(TASK ITEM)
All lines holding the word "elementari" are to be copied from the records beneath.

'''

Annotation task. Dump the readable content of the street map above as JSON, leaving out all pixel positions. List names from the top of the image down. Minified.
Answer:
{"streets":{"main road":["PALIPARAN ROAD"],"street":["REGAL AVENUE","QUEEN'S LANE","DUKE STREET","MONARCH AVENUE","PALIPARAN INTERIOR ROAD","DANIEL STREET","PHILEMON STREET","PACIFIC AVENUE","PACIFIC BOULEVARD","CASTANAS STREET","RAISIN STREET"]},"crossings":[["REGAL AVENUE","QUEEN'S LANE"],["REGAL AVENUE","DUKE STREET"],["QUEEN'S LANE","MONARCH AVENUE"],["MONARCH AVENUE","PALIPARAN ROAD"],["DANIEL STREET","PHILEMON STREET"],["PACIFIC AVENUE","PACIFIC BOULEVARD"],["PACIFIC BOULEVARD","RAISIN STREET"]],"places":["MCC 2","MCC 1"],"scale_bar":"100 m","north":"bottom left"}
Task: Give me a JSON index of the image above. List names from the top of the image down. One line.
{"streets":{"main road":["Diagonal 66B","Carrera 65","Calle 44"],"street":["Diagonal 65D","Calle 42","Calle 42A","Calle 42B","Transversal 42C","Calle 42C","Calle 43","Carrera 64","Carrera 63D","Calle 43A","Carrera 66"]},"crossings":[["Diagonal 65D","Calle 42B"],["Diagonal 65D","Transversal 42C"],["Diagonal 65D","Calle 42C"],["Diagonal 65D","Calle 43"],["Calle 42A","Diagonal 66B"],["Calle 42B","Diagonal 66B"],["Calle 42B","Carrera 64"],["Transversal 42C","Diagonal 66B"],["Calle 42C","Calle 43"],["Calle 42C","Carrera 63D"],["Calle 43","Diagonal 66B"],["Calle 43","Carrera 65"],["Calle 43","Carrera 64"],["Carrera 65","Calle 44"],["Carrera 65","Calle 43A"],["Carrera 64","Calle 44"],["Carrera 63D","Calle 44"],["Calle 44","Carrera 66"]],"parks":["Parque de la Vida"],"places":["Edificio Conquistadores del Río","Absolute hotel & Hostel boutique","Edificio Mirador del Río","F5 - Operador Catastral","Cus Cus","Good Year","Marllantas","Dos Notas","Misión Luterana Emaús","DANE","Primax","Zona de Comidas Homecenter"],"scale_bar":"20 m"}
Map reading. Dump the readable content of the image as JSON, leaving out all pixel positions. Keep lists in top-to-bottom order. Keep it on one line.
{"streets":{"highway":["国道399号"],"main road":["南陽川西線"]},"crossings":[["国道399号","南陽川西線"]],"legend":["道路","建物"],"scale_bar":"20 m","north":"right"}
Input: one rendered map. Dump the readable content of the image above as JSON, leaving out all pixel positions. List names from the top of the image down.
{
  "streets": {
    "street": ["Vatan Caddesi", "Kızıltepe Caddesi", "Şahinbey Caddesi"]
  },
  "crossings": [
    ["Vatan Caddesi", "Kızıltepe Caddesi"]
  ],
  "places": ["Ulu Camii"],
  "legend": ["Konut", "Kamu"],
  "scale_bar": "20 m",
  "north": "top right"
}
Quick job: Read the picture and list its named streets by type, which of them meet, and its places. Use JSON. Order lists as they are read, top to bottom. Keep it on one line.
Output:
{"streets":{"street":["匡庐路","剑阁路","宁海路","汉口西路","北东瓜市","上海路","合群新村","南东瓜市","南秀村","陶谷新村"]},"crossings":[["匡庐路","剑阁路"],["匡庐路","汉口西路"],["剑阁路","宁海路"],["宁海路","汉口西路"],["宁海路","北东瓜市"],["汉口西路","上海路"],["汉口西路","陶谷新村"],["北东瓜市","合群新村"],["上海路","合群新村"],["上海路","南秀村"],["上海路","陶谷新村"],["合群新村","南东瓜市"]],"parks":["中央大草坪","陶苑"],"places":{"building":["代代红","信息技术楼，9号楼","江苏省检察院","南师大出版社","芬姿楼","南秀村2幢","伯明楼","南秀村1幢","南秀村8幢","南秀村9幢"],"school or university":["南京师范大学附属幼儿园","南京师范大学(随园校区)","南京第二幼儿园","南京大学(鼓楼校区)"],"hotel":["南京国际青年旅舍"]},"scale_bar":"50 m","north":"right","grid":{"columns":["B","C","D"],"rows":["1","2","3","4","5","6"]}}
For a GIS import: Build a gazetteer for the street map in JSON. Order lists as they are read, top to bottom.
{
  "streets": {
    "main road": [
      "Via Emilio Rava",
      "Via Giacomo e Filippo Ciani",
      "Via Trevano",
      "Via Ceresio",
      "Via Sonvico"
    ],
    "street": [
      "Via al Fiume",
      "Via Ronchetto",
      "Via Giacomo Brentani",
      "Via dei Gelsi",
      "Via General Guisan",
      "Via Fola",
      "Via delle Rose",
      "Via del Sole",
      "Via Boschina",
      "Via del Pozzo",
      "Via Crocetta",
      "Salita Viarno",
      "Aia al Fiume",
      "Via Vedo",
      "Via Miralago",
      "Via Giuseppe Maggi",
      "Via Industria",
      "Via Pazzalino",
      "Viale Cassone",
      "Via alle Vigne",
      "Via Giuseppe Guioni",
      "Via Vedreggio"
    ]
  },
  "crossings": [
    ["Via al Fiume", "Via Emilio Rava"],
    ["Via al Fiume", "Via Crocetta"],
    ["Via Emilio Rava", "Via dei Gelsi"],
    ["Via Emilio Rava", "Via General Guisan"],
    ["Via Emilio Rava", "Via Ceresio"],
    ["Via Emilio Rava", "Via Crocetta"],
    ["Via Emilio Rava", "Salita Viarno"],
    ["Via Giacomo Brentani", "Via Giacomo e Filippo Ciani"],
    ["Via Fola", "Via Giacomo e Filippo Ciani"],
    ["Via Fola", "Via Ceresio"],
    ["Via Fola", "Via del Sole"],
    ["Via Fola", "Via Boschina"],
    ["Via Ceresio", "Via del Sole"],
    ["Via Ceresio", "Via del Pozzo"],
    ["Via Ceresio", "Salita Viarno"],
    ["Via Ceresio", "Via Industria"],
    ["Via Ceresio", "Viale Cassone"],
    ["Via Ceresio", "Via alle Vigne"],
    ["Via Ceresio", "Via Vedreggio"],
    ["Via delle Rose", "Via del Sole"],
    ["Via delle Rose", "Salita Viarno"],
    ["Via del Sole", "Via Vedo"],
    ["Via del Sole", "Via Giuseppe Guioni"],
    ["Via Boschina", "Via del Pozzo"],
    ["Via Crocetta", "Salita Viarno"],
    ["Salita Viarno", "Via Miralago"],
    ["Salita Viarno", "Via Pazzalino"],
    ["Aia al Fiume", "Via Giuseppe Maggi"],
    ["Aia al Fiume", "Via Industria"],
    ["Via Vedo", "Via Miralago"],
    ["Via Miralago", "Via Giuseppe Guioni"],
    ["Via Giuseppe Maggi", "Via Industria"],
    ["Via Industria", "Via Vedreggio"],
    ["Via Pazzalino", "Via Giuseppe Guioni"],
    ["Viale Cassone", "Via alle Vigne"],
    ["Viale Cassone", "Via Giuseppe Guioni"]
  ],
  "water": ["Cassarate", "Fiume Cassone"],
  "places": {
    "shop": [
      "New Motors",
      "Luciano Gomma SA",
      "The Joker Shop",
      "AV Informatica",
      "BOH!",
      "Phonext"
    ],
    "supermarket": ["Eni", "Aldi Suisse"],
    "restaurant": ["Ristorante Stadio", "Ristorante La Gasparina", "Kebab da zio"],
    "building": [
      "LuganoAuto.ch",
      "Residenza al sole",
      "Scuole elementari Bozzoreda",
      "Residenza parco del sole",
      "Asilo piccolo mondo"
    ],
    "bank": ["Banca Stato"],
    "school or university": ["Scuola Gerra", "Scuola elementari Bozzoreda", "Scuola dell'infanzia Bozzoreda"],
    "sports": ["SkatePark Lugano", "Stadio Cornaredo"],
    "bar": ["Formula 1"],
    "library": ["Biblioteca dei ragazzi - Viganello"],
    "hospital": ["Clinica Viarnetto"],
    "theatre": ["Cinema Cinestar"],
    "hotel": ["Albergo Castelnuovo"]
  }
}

'''

(COMPLETED TASK)
      "Scuole elementari Bozzoreda",
    "school or university": ["Scuola Gerra", "Scuola elementari Bozzoreda", "Scuola dell'infanzia Bozzoreda"],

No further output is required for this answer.